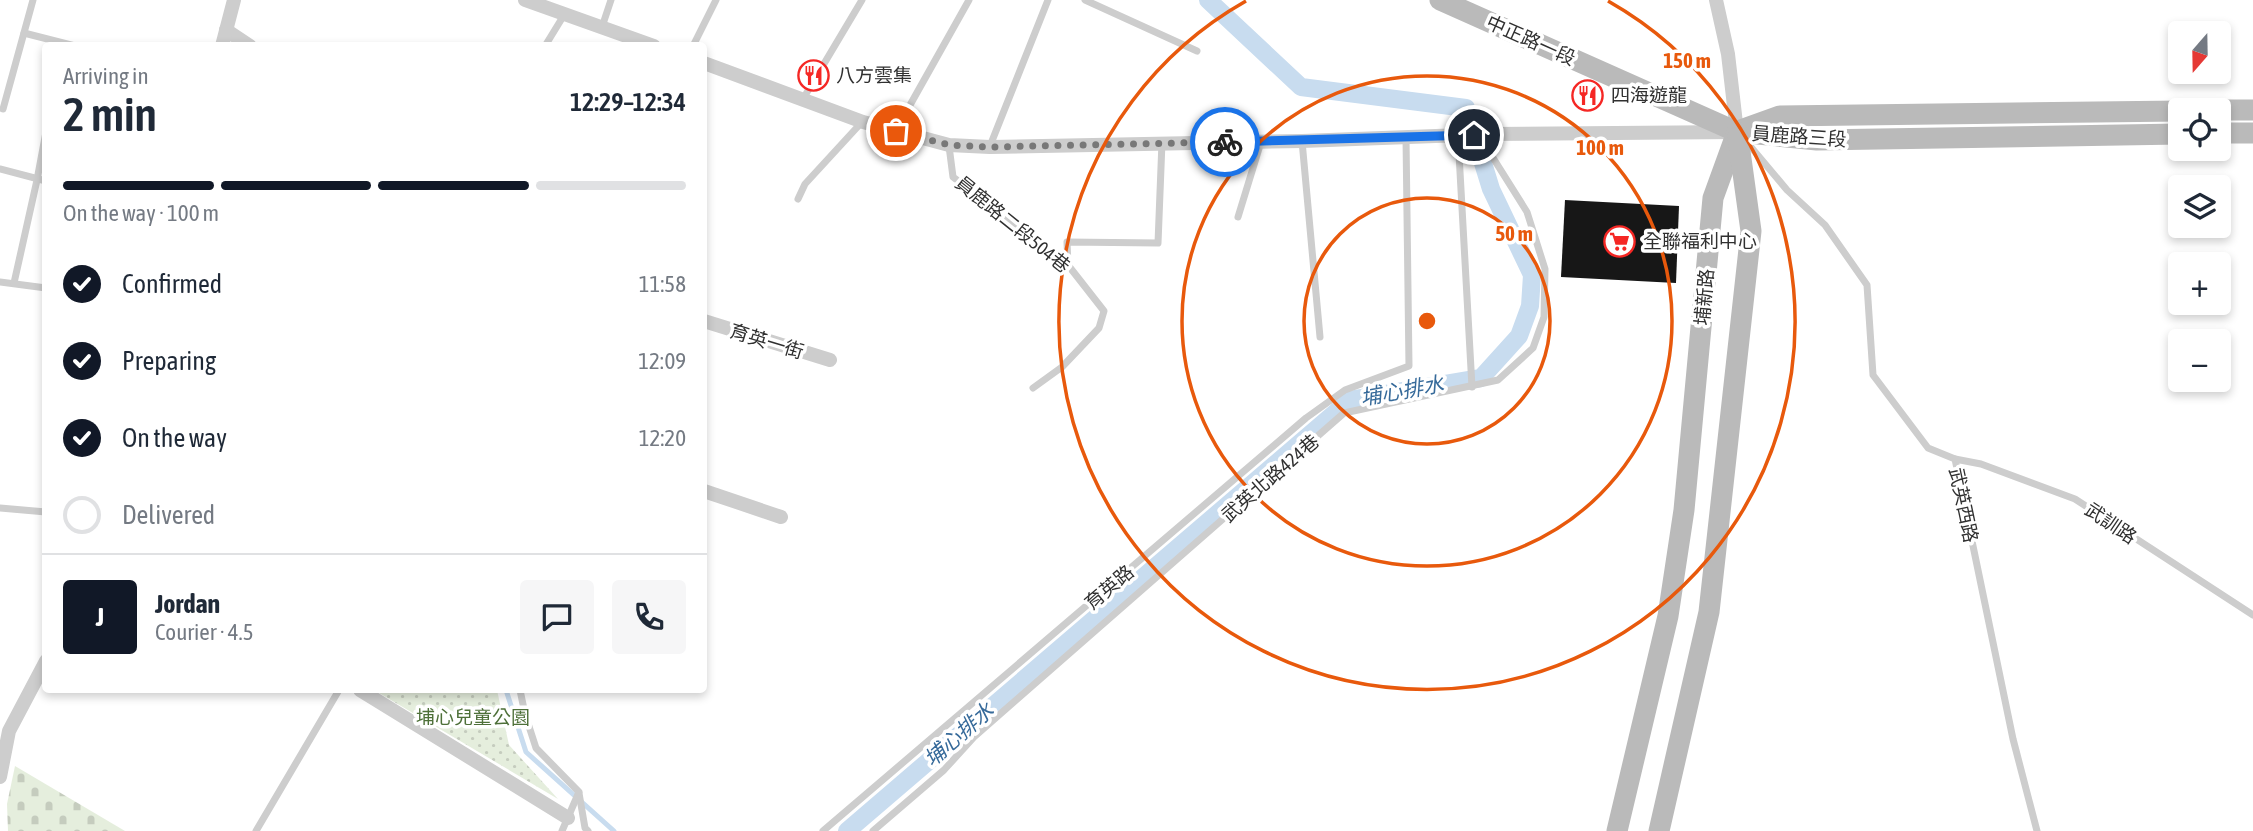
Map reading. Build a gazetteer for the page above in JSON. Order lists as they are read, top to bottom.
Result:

*****

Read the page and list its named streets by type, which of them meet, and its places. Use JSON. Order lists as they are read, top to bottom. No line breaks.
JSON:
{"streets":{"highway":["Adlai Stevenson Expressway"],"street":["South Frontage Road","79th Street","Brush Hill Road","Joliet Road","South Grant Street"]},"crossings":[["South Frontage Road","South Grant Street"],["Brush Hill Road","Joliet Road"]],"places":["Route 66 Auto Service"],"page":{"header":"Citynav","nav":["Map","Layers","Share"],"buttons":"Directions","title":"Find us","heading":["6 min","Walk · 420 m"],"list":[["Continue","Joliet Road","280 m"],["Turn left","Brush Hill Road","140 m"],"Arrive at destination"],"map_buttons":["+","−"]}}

*****

AIM OF THE EXERCISE: The word is "lists". Copy every line above where it appears.

TASK RESULT:
Map reading. Build a gazetteer for the page above in JSON. Order lists as they are read, top to bottom.
Read the page and list its named streets by type, which of them meet, and its places. Use JSON. Order lists as they are read, top to bottom. No line breaks.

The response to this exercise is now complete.